In July 2024, a small group on Las Ramblas pointed water pistols at people eating lunch and told them, politely enough, to go home. The image traveled further than the march it came from, which drew somewhere between 2,800 people, by the police count, and 20,000, by the organizers', as Al Jazeera reported. What got lost was that the marchers were not angry about lunch. They were angry about rent. Barcelona has since answered them with two measures, and only one of them is aimed at you.
The loud one is the tax. On February 25, 2026, the Catalan parliament roughly doubled the regional tourist levy, pushing the headline maximum for a five-star hotel guest toward 15 euro and the holiday-rental rate to 12.5, as Reuters reported. Trade outlets that track the schedule (idealista, visahq) put the 2026 five-star total at 12 euro per person per night, about 7 euro regional plus a flat 5 euro surcharge, up from 7.50, though that breakdown is not confirmed against the official ordinance. The 15 euro figure is a ceiling: the city surcharge alone rises a euro a year to 8 by 2029, and stacked on the top regional rate, that is what carries a five-star to roughly 15. So the number everyone repeated is a promise about the future, not this summer's bill.
The quieter measure is the one that matters. In June 2024, as Catalan News reported, Mayor Jaume Collboni announced that Barcelona would not renew a single one of its 10,101 licensed tourist apartments when they expire in November 2028. Catalan News quoted him saying that from 2029 "the tourist apartment as it is currently known will disappear from Barcelona." The mechanism, per that same reporting, is Catalan legislation passed in November 2023: the city lets the licenses lapse rather than renew them, and calls this no expropriation. The owners call it something else. Apartur, the association speaking for most of the licensed flats, calls it a taking of more than ten thousand rule-following businesses without compensation, and is in court over it. Owners can request one-time extensions of up to five years if they prove significant investment, which Collboni calls a minor part. Either way the direction is fixed: ten thousand units returning to a housing-stressed market.
Follow the rent and the logic lines up. Collboni's own justification, in the same Catalan News account, was that house prices in the city had risen 68 percent while salaries rose 38 percent, and that public housing had all but stopped getting built. By law, according to Reuters, a quarter of the tourist-tax revenue is now earmarked for housing. That is the tell: a tourism tax that funds housing is not really a tourism tax. It is a transfer, from the people who visit to the people who cannot afford to stay, in the language of travel so it reads as a fee rather than a fight.

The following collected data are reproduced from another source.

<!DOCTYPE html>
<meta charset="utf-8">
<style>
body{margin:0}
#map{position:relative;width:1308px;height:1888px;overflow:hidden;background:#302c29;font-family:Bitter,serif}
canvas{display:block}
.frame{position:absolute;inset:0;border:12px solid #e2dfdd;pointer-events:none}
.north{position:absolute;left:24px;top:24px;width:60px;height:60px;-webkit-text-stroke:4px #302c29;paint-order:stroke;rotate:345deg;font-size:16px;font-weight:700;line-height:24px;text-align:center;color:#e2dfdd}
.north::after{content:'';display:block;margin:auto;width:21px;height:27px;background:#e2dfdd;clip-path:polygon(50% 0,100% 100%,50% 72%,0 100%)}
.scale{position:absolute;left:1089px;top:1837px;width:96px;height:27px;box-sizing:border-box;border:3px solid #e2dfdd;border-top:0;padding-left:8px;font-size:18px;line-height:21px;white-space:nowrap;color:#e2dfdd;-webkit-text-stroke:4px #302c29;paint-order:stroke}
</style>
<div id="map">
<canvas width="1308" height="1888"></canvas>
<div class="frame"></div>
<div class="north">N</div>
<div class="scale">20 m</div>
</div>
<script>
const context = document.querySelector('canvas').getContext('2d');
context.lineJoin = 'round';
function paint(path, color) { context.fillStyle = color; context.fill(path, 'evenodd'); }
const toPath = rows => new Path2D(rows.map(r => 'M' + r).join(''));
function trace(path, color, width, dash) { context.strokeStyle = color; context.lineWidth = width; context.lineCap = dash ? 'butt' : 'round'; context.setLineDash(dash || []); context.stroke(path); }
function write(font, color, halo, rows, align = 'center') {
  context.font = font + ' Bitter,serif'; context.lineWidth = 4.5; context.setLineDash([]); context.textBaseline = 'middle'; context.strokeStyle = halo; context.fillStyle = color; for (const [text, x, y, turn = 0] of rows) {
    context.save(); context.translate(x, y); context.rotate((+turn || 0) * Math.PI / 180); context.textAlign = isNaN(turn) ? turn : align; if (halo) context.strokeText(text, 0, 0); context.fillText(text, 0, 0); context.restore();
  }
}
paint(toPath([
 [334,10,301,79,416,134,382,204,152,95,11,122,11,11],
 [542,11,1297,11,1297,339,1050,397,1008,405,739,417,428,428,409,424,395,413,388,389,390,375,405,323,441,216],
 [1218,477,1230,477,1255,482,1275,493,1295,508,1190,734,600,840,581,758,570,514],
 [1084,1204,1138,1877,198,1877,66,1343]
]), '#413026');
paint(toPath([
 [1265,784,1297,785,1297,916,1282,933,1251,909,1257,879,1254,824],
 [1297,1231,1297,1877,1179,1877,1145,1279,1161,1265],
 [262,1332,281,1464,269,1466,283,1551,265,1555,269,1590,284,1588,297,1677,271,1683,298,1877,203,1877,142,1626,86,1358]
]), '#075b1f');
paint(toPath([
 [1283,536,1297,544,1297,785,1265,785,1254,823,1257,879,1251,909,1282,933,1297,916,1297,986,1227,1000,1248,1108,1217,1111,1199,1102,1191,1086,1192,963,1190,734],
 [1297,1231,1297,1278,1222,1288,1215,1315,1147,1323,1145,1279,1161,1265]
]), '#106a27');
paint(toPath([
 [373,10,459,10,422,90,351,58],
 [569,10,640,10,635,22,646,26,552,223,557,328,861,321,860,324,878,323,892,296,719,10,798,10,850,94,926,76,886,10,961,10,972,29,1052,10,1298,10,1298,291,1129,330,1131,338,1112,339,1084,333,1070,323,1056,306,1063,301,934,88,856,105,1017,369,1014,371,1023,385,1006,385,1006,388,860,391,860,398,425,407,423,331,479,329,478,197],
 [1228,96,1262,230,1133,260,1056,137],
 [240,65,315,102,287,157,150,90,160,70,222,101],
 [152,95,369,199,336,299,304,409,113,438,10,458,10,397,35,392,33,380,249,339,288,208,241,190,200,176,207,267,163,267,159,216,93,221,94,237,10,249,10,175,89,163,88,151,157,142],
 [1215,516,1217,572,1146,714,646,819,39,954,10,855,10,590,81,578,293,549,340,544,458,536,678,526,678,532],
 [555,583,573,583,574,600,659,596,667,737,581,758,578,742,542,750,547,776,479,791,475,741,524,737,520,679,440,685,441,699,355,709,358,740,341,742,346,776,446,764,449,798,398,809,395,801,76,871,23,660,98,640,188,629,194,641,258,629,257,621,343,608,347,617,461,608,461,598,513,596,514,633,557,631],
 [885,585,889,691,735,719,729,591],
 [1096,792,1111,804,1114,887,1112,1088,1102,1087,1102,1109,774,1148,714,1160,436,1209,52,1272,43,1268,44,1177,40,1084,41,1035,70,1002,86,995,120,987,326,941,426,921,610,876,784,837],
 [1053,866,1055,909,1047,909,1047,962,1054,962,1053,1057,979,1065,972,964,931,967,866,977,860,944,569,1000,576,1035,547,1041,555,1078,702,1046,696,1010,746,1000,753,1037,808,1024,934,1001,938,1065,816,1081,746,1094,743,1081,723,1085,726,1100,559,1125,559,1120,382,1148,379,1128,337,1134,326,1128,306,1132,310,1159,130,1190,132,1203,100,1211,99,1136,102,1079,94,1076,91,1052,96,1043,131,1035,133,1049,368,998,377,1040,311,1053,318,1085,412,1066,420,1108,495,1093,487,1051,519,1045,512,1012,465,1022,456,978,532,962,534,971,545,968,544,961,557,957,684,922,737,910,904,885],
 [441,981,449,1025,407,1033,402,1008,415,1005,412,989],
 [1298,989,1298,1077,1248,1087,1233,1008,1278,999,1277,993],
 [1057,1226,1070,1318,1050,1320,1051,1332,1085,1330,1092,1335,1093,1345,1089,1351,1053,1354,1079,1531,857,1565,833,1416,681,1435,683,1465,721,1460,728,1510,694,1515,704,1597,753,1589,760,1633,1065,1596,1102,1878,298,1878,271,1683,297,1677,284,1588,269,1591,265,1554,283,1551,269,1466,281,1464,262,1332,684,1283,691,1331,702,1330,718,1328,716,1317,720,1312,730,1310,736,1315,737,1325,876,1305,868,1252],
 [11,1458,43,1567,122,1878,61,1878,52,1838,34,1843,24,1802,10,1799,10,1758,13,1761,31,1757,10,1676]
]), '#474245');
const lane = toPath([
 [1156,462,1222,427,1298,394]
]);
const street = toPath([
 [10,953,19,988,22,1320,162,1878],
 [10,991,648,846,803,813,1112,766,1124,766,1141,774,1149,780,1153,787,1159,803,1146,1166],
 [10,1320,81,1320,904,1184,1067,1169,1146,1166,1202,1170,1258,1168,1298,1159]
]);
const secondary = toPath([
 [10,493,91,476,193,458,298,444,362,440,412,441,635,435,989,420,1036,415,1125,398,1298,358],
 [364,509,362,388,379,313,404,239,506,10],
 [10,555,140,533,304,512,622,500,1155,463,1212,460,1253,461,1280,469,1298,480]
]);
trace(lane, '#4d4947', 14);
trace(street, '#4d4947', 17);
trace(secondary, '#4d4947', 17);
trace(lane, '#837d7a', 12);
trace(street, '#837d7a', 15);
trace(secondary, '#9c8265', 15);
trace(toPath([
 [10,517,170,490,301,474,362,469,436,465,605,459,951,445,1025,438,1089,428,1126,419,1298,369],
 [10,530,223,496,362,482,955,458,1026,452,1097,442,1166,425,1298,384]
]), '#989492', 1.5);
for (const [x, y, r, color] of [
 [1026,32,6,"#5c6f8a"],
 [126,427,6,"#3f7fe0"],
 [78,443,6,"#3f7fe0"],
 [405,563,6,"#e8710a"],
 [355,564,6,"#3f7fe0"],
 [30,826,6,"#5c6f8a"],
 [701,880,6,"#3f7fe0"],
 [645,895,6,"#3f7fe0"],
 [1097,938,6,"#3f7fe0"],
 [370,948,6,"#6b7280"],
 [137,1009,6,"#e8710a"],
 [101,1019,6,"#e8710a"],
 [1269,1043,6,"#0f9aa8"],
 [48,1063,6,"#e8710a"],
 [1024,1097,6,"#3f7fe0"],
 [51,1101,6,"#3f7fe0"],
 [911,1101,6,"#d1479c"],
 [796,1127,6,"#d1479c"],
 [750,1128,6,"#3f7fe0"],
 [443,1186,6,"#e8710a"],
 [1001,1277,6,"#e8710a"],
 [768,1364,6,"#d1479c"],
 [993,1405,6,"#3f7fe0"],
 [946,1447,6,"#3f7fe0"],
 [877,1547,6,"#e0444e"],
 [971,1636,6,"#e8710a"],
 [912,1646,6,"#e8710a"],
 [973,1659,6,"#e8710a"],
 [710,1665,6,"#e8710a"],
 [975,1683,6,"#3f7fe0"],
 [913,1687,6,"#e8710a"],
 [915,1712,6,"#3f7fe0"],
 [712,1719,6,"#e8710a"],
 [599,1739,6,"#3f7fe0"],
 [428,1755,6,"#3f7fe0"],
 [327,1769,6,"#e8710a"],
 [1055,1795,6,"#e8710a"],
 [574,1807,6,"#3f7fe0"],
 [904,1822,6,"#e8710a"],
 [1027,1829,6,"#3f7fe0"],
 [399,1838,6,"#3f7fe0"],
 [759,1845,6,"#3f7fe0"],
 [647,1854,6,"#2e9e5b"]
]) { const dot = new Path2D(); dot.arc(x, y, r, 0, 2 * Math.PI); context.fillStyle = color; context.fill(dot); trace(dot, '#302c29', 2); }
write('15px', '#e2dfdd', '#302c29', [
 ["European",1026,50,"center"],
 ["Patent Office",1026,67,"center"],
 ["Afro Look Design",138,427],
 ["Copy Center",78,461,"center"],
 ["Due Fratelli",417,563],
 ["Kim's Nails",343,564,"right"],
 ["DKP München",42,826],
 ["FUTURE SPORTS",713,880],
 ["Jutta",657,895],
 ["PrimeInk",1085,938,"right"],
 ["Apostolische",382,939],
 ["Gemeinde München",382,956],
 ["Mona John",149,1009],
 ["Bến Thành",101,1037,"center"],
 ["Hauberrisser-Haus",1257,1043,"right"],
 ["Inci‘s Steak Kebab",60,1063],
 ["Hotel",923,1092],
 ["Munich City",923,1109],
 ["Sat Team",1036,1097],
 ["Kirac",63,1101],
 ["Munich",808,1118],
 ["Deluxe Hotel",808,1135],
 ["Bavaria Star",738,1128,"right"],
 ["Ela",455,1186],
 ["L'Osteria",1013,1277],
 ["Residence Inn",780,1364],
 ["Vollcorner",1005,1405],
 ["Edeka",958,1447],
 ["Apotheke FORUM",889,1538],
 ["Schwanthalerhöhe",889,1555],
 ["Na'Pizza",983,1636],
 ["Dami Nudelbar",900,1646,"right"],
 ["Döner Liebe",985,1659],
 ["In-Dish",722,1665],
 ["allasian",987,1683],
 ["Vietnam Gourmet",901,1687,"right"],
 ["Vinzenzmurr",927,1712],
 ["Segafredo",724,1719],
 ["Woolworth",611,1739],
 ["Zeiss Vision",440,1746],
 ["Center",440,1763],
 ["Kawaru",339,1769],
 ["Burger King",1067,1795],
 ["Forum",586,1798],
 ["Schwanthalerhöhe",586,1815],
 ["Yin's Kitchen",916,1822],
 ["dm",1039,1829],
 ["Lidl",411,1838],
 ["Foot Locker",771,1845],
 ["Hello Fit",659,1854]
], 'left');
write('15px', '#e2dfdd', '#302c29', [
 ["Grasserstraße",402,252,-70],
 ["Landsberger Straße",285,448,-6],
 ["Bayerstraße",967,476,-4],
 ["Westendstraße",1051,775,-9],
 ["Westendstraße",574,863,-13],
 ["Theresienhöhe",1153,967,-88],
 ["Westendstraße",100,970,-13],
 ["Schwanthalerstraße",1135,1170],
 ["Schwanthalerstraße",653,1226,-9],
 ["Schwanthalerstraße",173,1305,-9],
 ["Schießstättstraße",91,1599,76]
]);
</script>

Not everyone accepts the framing, and the objections deserve their space. Manel Casals of the city's hotel association told Reuters that gradual proposals were ignored and warned that "one day they will kill the goose that lays the golden eggs," pointing at the roughly 15.8 million people who visit each year. Apartur is pressing its case, but the broader legal challenge to the 2028 ban has so far been rejected and the plan upheld. And there is a real inconsistency here: cruise passengers, who arrive by the million and sleep aboard, still pay only about 6 euro a night, as Reuters reported. Taxing the guest who books a room hardest while the day-tripper fleet pays least is a policy with its priorities upside down.
I have been wrong about this kind of thing before. When Thailand closed Maya Bay in 2018 I cheered it as clean conservation, then saw that "high value, low impact" can also mean swapping the many for the few, a public shore handed to whoever can afford the slot. Protection and enclosure can wear the same uniform. Barcelona's tax carries that risk: price the city so only the wealthy visitor remains, and you have not solved overtourism so much as gentrified it.
But the flat ban is a different animal, and I find I cannot argue with it. It is not sorting visitors by wallet. It is deciding that homes are for the people who live in them, which is the least controversial idea in the world until someone tries to enforce it. So read Barcelona plainly. The tax is a filter, not a fine, and you will barely feel it. The apartment you were going to book may not exist by 2029, and that is the point. The city is not punishing you; it is trying to host fewer of you, and it has decided to say so out loud.